“Students need lots of reps with micro writing skills.” This
was one of Coach B’s major teaching points during the Writing Game Part 1. In fact, he said students need 100s of reps! No
way to do 100s of reps during the school day with a paper and pencil. How do we
solve that problem? Oral writing, of course.
We use puzzles as a frame in which kids take turns working
in pairs to verbally fill in the blanks as many times as possible to create new
sentences. Students play for points,
always trying to beat their previous best score. Cowabunga! What a great way to
build fluency.
We reward energy with smilies on the scoreboard, and we spur
on a lackadaisical class with frownies. My students will do almost anything for
those smilies. I’ve learned to keep that
scoreboard active all day long!
To build excellent content, I have created the Super
Improvers Wall. This is a picture of my Super Improvers Wall.

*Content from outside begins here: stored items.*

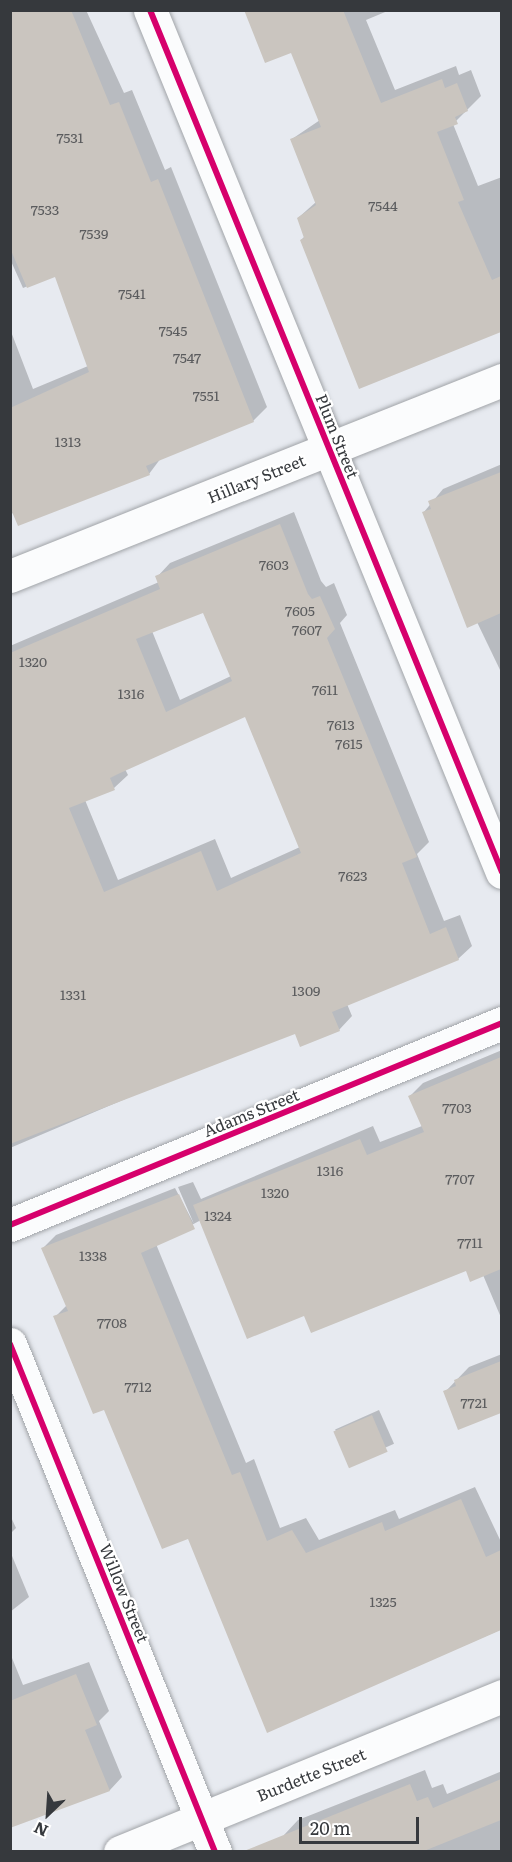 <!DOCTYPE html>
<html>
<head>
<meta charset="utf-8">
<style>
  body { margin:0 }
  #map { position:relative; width:512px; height:1862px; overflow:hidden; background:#e7eaf0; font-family:Literata,serif }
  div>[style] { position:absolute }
  .shadow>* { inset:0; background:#0003; transform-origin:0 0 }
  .building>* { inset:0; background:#cac5bf; transform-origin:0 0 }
  .roads { filter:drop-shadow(0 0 2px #a1a4a8) drop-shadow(0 0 2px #a1a4a8) }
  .street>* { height:33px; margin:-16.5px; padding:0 16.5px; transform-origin:16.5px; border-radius:16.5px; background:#fbfcfd }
  .cycleway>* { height:6px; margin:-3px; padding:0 3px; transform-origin:3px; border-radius:3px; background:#d6006c }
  span { translate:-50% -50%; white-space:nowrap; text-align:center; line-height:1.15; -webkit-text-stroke:4.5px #fff; paint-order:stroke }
  .number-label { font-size:14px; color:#5b5c5e }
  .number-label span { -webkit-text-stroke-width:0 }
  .street-label { font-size:16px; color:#36393d }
  .frame { position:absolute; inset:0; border:12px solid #36393d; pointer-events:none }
  .north { position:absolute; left:18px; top:1784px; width:60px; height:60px; -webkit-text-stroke:4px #fff; paint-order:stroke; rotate:205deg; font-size:16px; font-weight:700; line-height:24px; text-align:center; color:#36393d }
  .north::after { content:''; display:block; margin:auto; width:21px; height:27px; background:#36393d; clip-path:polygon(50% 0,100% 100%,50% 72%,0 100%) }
  .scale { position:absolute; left:299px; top:1817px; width:120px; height:27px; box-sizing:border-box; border:3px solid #36393d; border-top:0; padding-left:8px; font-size:18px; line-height:21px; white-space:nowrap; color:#36393d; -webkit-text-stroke:4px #fff; paint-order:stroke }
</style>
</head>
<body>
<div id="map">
  <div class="shadow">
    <i style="clip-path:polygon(10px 10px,86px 10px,124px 93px,132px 90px,165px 170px,171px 167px,267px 407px,253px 421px,161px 458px,149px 474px,10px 514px,10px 329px,33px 389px,88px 366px,55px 275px,23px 288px,10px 259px)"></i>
    <i style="clip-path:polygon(247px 10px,390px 10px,366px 20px,395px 90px,456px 66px,459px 75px,471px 70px,481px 96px,453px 124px,478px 186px,502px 177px,502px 330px,360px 387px,301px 240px,305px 236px,298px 218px,316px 202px,292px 139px,320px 120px,292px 51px)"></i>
    <i style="clip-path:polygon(502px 464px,502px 674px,424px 512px,443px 489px)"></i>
    <i style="clip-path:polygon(evenodd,294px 512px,321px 581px,326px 587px,334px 583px,347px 615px,340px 623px,429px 842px,417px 854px,444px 921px,460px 915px,472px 946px,458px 959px,347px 1004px,352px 1016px,339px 1030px,295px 1032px,219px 1059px,10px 1148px,10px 646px,159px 582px,157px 577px,170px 563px,294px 512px,204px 611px,231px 676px,180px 700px,152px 631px,204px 611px,294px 512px,246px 715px,300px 847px,231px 878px,215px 839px,118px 880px,85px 800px,114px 788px,128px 775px,125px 769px,246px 715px)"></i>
    <i style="clip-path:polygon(502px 1050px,502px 1320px,483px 1275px,466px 1269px,305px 1314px,201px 1220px,156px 1244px,246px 1463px,254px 1459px,280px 1528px,306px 1518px,319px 1540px,395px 1510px,399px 1519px,475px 1487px,502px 1544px,502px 1629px,268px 1731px,189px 1537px,104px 1408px,55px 1317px,67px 1305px,43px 1248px,56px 1235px,175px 1188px,194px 1224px,178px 1187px,193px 1182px,201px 1199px,373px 1126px,380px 1142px,422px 1126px,410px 1096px,423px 1083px)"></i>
    <i style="clip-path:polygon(502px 1354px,502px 1411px,459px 1428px,445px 1392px,469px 1367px)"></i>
    <i style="left:379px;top:1410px;width:37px;height:48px;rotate:66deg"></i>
    <i style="clip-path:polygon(10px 1515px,16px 1528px,10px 1534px)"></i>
    <i style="clip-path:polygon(10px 1551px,29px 1597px,10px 1612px)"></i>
    <i style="clip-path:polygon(10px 1653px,23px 1685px,89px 1662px,109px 1711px,99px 1721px,122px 1777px,110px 1790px,14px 1825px)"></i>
    <i style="clip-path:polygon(425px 1770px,432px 1788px,443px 1784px,447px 1794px,502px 1771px,502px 1852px,290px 1852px,284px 1835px,298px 1820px)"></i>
  </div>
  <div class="building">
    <i style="clip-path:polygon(10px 10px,71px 10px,110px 105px,119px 102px,151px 182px,158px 179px,254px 422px,146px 466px,150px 475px,18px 526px,10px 507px,10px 408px,89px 372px,55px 277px,27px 288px,10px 248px)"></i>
    <i style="clip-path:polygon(244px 10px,343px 10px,381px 103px,442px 79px,445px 88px,457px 83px,468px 111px,455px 117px,458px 124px,437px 132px,464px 200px,458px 202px,492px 280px,501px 276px,501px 332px,359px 389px,300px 240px,304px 238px,297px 218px,316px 205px,290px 139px,321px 127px,291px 53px,265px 63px)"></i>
    <i style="clip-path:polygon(501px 472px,501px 613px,467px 628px,422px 512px,431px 509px,428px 501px)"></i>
    <i style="clip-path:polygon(evenodd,280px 524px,308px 594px,312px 599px,320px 596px,335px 629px,327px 638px,417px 857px,402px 863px,430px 934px,446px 927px,459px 960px,332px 1012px,340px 1031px,300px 1047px,295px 1034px,10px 1144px,10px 653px,160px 589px,155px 576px,280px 524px,203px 613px,232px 681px,166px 712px,136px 639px,203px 613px,280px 524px,245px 717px,301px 853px,217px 891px,201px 851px,104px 892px,69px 808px,115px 790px,110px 778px,118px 774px,245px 717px)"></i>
    <i style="clip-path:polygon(501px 1057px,501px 1269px,470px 1282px,466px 1271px,311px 1333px,304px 1316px,247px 1339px,193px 1205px,360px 1139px,367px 1155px,424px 1132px,408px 1096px)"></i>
    <i style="clip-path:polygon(179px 1194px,195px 1229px,141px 1253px,232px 1475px,240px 1472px,267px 1541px,292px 1530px,306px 1553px,382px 1522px,385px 1531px,461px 1499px,486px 1557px,501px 1550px,501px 1630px,267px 1733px,188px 1539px,162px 1549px,104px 1410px,93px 1414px,53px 1316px,68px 1311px,41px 1248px)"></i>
    <i style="clip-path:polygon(501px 1361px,501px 1413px,458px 1430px,443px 1391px,456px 1386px,454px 1380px)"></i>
    <i style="left:372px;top:1415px;width:40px;height:42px;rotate:67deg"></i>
    <i style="clip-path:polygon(76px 1674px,97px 1725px,85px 1730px,110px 1791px,10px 1828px,10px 1701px)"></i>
    <i style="clip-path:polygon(501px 1779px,501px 1820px,424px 1851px,244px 1851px,410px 1784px,417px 1801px,428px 1797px,433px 1808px)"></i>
  </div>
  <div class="roads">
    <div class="street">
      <i style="left:150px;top:10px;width:931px;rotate:67.79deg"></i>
      <i style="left:10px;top:576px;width:530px;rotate:-21.72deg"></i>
      <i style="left:10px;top:1225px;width:532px;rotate:-22.32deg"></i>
      <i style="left:10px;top:1344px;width:548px;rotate:68.02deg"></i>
      <i style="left:120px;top:1852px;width:413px;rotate:-22.2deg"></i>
    </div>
  </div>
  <div class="cycleway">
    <i style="left:150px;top:10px;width:931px;rotate:67.79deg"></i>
    <i style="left:10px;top:1225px;width:532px;rotate:-22.32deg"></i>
    <i style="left:10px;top:1344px;width:548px;rotate:68.02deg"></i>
  </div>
  <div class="number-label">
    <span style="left:70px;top:137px">7531</span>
    <span style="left:383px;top:205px">7544</span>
    <span style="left:45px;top:209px">7533</span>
    <span style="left:94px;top:233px">7539</span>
    <span style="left:132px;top:293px">7541</span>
    <span style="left:173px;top:330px">7545</span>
    <span style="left:187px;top:357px">7547</span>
    <span style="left:206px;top:395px">7551</span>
    <span style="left:68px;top:441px">1313</span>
    <span style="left:274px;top:564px">7603</span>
    <span style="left:300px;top:610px">7605</span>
    <span style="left:307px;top:629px">7607</span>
    <span style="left:33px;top:661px">1320</span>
    <span style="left:325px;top:689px">7611</span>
    <span style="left:131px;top:693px">1316</span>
    <span style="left:341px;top:724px">7613</span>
    <span style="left:349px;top:743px">7615</span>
    <span style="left:353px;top:875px">7623</span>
    <span style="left:306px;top:990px">1309</span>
    <span style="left:73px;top:994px">1331</span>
    <span style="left:457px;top:1107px">7703</span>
    <span style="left:330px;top:1170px">1316</span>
    <span style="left:460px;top:1178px">7707</span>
    <span style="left:275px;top:1192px">1320</span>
    <span style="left:218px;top:1215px">1324</span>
    <span style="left:470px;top:1242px">7711</span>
    <span style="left:93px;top:1255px">1338</span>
    <span style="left:112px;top:1322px">7708</span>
    <span style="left:138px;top:1386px">7712</span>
    <span style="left:474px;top:1402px">7721</span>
    <span style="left:383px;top:1601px">1325</span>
  </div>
  <div class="street-label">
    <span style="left:338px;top:436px;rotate:68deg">Plum Street</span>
    <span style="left:256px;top:478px;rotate:-22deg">Hillary Street</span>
    <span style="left:251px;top:1112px;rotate:-22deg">Adams Street</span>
    <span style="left:125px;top:1593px;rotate:68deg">Willow Street</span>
    <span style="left:311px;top:1774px;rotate:-22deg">Burdette Street</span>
  </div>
  <div class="frame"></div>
  <div class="north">N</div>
  <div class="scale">20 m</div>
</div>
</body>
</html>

Although my students write across the curriculum, at my school we
also write all day on Wednesdays. I
think I will use the Writing Game as a warm-up each Wednesday to give my
students the opportunity for hundreds of repetitions of micro skills. I will
also continue to use the Super Improvers Wall encourage growth as strong,
proficient writers.
Would you explain your creation of the SIW? I have seen some really complicated ones, and as a middle school teacher with 6 classes of 30 students I do not have the ability to create a complicated SIW. Yours looks do-able. Do you simply change the color card as the student moves up and add stars to it?